• _Directions for this task_
Once you find the line that contains "Describe this map" in the entries below, give it again along with every following line, unchanged, through the final one.

Data entries
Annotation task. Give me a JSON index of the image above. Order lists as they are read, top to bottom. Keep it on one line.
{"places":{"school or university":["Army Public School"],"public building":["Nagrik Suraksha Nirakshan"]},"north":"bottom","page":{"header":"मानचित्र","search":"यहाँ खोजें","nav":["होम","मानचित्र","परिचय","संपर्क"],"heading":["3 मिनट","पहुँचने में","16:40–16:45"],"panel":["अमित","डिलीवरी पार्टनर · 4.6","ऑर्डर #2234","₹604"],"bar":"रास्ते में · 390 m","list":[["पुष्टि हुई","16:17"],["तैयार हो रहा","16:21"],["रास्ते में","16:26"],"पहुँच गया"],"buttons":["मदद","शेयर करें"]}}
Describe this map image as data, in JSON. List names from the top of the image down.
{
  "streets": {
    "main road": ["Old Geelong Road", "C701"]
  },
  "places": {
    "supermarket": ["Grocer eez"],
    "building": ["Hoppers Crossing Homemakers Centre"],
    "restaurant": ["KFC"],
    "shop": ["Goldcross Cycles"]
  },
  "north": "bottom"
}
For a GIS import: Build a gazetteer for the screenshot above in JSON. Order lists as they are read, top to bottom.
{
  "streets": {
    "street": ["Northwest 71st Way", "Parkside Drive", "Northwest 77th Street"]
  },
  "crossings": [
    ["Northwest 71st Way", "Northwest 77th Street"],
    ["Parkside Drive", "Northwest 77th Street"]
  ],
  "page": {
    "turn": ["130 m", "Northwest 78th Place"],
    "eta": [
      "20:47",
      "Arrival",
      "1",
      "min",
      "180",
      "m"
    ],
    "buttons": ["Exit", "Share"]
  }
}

• _Answer to this exercise_
Describe this map image as data, in JSON. List names from the top of the image down.
{
  "streets": {
    "main road": ["Old Geelong Road", "C701"]
  },
  "places": {
    "supermarket": ["Grocer eez"],
    "building": ["Hoppers Crossing Homemakers Centre"],
    "restaurant": ["KFC"],
    "shop": ["Goldcross Cycles"]
  },
  "north": "bottom"
}
For a GIS import: Build a gazetteer for the screenshot above in JSON. Order lists as they are read, top to bottom.
{
  "streets": {
    "street": ["Northwest 71st Way", "Parkside Drive", "Northwest 77th Street"]
  },
  "crossings": [
    ["Northwest 71st Way", "Northwest 77th Street"],
    ["Parkside Drive", "Northwest 77th Street"]
  ],
  "page": {
    "turn": ["130 m", "Northwest 78th Place"],
    "eta": [
      "20:47",
      "Arrival",
      "1",
      "min",
      "180",
      "m"
    ],
    "buttons": ["Exit", "Share"]
  }
}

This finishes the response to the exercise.